La cour d’appel, statuant sur un appel en intervention forcée, a rendu sa décision le [date à insérer]. Un artisan menuisier, ayant réalisé une terrasse présentant des désordres importants, engageait la responsabilité décennale de son assureur. La juridiction a d’abord filtré les demandes au regard des règles de procédure avant de statuer au fond sur la garantie d’assurance. Elle a rejeté les demandes de l’artisan et confirmé sa condamnation à indemniser le propriétaire.
La sélection procédurale des demandes en appel
La cour opère un contrôle rigoureux de la recevabilité des prétentions nouvelles. Elle rappelle que la demande en nullité d’une expertise, bien que relevant des nullités de procédure, n’est pas une exception de procédure. Elle souligne cependant que “M. [S] disposait, en application des dispositions de l’article 2224 du code civil, d’un délai de cinq ans pour solliciter la nullité de ce rapport” (Motifs, I-1). Ce délai étant expiré, la demande est irrecevable. La portée de cette analyse est de rappeler l’application du droit commun de la prescription aux nullités de procédure, assurant la sécurité juridique des actes de l’instance.
La juridiction distingue ensuite les demandes nouvelles des prétentions connexes. Elle admet la demande visant à déclarer non écrite une clause, car elle “tend aux mêmes fins que celle énoncée en première instance, à savoir être garanti” (Motifs, I-1). En revanche, une action en responsabilité pour manquement au devoir de conseil est jugée nouvelle, ayant un “fondement juridique et le but poursuivis” différents (Motifs, I-1).
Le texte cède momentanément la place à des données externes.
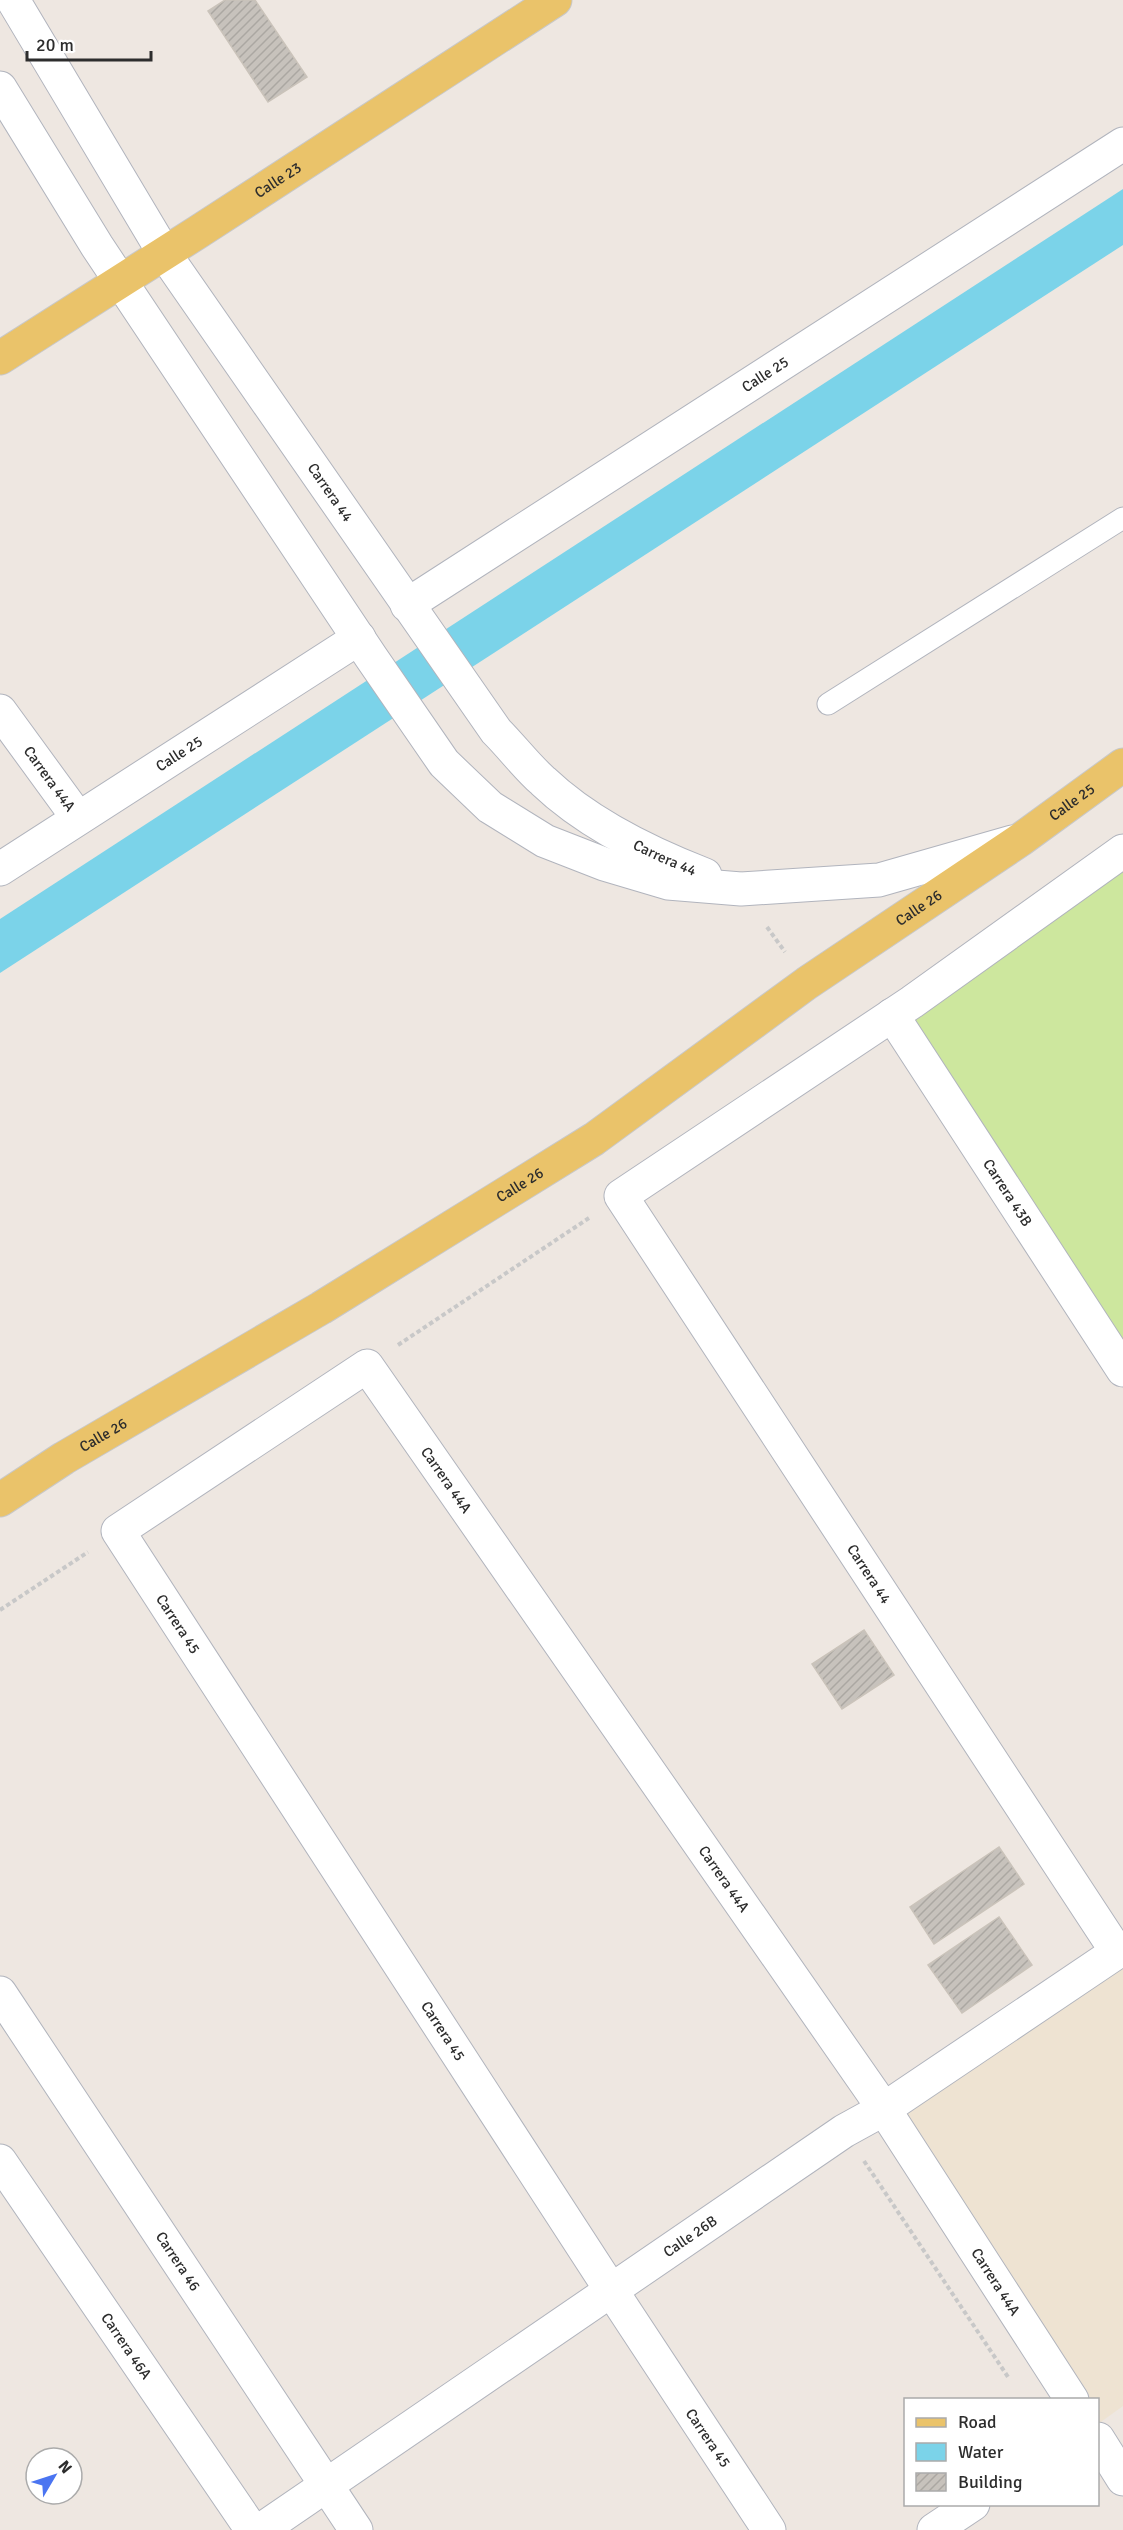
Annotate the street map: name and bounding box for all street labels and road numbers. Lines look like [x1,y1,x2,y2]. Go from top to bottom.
street label: Calle 23 [251,158,305,202]
street label: Calle 25 [738,353,792,396]
street label: Carrera 44 [304,459,357,525]
street label: Calle 25 [152,732,206,775]
street label: Carrera 44A [20,743,79,815]
street label: Calle 25 [1046,780,1098,825]
street label: Carrera 44 [630,836,699,880]
street label: Calle 26 [892,886,946,930]
street label: Carrera 43B [979,1156,1036,1230]
street label: Calle 26 [493,1164,547,1206]
street label: Calle 26 [76,1414,130,1456]
street label: Carrera 44A [417,1443,476,1517]
street label: Carrera 44 [843,1541,895,1607]
street label: Carrera 45 [152,1591,204,1657]
street label: Carrera 44A [695,1842,753,1916]
street label: Carrera 45 [417,1998,469,2064]
street label: Calle 26B [660,2212,720,2261]
street label: Carrera 46 [152,2228,204,2294]
street label: Carrera 44A [967,2245,1024,2319]
street label: Carrera 46A [97,2309,155,2383]
street label: Carrera 45 [682,2405,734,2471]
La valeur de cette distinction réside dans l’interprétation stricte de l’article 564 du code de procédure civile, préservant l’économie du procès en appel.
La délimitation contractuelle de la garantie d’assurance
Sur le fond, la cour examine la nature des travaux litigieux pour déterminer le périmètre de la garantie. L’expert avait constaté que la terrasse était “constituée d’une ossature de solives reposant sur des madriers fixés sur des poteaux” et que “le bois utilisé n’a, soit pas été étuvé après usinage et avant montage, soit n’est pas adapté à une utilisation extérieure” (Motifs, II-1). Ces désordres engageant la responsabilité décennale de l’artisan, la question était de savoir s’ils étaient couverts.
La décision centre son analyse sur la définition contractuelle des activités assurées. La proposition d’assurance signée précisait l’activité de “MENUISIER… (TRAVAUX DE CHARPENTE EXCLUS)” (Motifs, II-2). La cour estime que cette mention ne constitue pas une clause d’exclusion mais définit “la définition même de la garantie souscrite” (Motifs, II-2). Le sens de cette qualification est essentiel, car une clause d’exclusion est soumise à un régime strict d’interprétation, contrairement à la délimitation du champ contractuel.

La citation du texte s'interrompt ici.